William stand wie betäubt da und stützte sich gegen die Kulissen. Mitunter hielt er sich einen Moment die Hand vor die Augen: es war ihm, als ob alles um ihn herum zu tanzen anfing.

Der große Schauspieler war schon da. Ein Lehrer, der als »Instrukteur« fungierte, las dessen Rolle vor, weil der Mime erst vom Zuschauerraum sehen wollte, wie die Sache ging. Dort saß er nun mit dem Direktor, sagten die Jungens; William selbst hatte ihn nicht gesehn. Er stand die ganze Zeit, ohne sich zu rühren, bei der ersten Kulisse und sagte immerfort seine Rolle auf, ganz mechanisch, aber mit wechselndem Tonfall. Dazwischen ertappte er sich dabei, daß er etwas verkehrt sagte, worauf er wieder mit nervöser Hast von vorn anfing; die Worte überstürzten sich förmlich.

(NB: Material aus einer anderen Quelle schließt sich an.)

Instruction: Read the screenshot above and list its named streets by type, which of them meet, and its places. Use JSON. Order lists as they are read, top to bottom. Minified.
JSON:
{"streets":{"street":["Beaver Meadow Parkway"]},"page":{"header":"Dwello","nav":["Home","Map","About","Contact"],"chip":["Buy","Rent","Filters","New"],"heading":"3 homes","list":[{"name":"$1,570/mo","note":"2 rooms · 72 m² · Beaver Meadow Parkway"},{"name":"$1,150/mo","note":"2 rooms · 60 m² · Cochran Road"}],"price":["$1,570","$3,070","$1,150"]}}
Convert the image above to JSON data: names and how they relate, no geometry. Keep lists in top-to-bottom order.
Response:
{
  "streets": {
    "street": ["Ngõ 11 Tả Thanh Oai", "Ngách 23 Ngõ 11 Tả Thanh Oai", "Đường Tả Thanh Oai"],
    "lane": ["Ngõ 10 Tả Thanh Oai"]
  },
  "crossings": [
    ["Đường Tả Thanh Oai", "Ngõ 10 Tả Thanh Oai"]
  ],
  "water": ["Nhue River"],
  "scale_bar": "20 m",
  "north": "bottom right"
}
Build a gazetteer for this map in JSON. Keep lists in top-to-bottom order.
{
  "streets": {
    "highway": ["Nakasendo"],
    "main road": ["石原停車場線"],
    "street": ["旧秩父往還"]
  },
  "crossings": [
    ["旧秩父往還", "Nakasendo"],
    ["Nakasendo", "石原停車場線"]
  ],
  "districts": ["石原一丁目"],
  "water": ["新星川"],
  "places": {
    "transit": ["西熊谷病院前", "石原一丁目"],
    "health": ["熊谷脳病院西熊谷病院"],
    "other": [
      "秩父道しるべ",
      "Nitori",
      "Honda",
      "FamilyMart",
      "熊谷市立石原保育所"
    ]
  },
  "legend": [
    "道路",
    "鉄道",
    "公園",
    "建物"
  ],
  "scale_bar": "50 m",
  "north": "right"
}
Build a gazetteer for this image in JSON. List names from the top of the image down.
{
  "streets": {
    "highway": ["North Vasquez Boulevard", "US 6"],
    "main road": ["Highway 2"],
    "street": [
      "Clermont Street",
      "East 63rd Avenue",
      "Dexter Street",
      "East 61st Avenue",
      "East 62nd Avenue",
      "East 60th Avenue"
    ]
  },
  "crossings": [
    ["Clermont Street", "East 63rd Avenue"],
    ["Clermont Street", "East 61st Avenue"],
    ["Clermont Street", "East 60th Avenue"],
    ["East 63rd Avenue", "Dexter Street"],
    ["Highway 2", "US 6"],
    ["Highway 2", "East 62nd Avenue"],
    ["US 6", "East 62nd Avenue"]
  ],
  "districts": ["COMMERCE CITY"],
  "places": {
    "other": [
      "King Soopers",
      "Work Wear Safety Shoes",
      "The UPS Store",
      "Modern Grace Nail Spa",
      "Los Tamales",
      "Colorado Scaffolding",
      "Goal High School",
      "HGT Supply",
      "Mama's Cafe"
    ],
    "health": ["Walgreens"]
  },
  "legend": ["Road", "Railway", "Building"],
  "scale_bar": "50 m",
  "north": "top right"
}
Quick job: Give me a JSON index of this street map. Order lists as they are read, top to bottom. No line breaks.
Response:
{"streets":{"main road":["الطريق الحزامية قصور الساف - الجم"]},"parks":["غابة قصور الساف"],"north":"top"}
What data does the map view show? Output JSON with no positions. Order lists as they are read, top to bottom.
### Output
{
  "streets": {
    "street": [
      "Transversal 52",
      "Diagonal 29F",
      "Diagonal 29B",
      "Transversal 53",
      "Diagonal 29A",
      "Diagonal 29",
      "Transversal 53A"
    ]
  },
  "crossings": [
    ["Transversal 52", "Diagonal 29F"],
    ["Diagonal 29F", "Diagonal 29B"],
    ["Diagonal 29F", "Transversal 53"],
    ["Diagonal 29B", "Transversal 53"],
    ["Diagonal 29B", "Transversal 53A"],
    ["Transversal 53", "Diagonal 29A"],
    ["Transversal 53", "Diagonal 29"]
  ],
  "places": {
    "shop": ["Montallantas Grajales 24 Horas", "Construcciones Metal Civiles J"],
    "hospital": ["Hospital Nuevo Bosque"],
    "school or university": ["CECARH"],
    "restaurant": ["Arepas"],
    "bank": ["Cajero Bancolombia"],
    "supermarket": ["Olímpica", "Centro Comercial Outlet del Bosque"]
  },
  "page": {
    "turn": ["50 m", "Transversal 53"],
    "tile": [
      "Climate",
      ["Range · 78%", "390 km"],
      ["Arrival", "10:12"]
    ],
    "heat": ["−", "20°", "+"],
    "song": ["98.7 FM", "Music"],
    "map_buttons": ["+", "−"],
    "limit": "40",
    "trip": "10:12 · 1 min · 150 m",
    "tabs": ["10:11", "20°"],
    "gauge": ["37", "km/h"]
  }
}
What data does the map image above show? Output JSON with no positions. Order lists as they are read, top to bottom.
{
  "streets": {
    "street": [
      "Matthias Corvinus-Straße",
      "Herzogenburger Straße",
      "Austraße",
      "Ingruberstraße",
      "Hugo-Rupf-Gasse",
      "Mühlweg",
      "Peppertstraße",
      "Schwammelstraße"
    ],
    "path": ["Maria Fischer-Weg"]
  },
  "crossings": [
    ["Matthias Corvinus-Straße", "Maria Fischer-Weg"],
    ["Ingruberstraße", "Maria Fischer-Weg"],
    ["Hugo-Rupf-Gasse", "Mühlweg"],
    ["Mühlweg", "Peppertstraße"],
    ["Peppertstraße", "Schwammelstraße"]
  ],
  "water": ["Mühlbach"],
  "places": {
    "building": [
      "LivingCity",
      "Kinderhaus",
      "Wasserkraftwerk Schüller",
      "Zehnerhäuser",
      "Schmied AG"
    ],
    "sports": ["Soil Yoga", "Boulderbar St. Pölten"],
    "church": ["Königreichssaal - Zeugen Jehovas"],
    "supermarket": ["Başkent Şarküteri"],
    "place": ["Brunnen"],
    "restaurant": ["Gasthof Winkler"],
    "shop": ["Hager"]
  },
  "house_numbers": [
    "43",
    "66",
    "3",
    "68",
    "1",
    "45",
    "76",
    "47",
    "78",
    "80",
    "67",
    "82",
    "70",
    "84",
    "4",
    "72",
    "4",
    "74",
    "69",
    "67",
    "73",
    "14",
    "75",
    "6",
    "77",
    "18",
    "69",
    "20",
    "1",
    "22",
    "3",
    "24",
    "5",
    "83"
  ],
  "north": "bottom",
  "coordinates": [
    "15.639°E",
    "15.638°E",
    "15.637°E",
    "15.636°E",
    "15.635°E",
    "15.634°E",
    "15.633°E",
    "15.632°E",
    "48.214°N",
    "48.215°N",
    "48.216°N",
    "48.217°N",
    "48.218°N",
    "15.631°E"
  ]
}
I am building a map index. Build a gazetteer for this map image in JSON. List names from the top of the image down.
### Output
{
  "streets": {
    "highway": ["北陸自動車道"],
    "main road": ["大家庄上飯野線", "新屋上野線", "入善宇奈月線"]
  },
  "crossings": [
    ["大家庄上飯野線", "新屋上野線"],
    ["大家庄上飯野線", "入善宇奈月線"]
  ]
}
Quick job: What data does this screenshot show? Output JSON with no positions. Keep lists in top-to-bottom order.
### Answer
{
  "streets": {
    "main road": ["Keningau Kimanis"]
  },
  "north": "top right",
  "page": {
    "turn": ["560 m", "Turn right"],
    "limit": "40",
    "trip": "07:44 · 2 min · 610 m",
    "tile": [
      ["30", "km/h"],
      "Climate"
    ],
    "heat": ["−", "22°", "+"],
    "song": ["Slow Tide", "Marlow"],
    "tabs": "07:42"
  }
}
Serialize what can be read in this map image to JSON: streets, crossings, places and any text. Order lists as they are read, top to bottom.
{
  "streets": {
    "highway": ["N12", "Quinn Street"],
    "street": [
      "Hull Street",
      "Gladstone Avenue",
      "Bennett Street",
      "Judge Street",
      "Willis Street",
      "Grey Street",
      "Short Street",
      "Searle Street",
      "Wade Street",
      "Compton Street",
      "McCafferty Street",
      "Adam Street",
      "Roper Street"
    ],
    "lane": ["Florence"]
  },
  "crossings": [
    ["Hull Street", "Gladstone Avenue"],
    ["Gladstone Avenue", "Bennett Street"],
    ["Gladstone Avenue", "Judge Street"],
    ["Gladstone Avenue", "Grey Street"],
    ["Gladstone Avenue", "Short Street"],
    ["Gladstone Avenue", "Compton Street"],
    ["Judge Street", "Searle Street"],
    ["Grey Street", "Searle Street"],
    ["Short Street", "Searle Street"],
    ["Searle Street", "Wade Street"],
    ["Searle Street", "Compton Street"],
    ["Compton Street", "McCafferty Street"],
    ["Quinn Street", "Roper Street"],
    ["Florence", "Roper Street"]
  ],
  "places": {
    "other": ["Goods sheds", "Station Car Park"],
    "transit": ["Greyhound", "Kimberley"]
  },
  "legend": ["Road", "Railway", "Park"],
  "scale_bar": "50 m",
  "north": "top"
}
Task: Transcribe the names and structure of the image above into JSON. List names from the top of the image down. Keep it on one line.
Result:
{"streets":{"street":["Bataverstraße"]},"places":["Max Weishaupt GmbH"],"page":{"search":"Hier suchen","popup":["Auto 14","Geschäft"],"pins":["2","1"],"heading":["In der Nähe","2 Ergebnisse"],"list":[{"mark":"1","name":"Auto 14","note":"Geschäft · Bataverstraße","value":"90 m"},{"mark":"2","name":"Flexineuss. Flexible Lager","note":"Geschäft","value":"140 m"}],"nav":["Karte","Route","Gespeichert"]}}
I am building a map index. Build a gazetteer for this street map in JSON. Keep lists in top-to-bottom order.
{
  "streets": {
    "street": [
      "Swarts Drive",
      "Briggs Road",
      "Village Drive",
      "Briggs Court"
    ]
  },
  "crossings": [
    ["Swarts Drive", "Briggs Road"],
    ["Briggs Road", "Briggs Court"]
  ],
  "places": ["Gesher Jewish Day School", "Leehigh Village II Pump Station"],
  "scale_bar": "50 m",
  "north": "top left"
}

Auf der Bühne wurde gesprochen – es kam ihm wie ein verworrenes Durcheinander vor, dessen Worte er nicht faßte; einmal dazwischen hörte er ein Geräusch vom Fußboden neben sich her; er fuhr erschrocken zusammen und faßte nach der Kulisse, um nicht umzufallen.

Seine Hände waren ganz feucht, und er zitterte wie im Fieber.

Nein, so ging es nicht weiter; er wollte sich zusammennehmen und hören, was auf der Bühne vorging. Er lauschte – Gerson sagte gerade seine Replik – aber es war ihm nicht möglich, den Sinn zu fassen, er konnte seine Gedanken nicht zusammenhalten; bald mußte er an Camilla denken, an die Laube, dann wieder an den fremden Künstler, und wie er vor ihm bestehen würde. Aber nichts war ihm richtig klar ...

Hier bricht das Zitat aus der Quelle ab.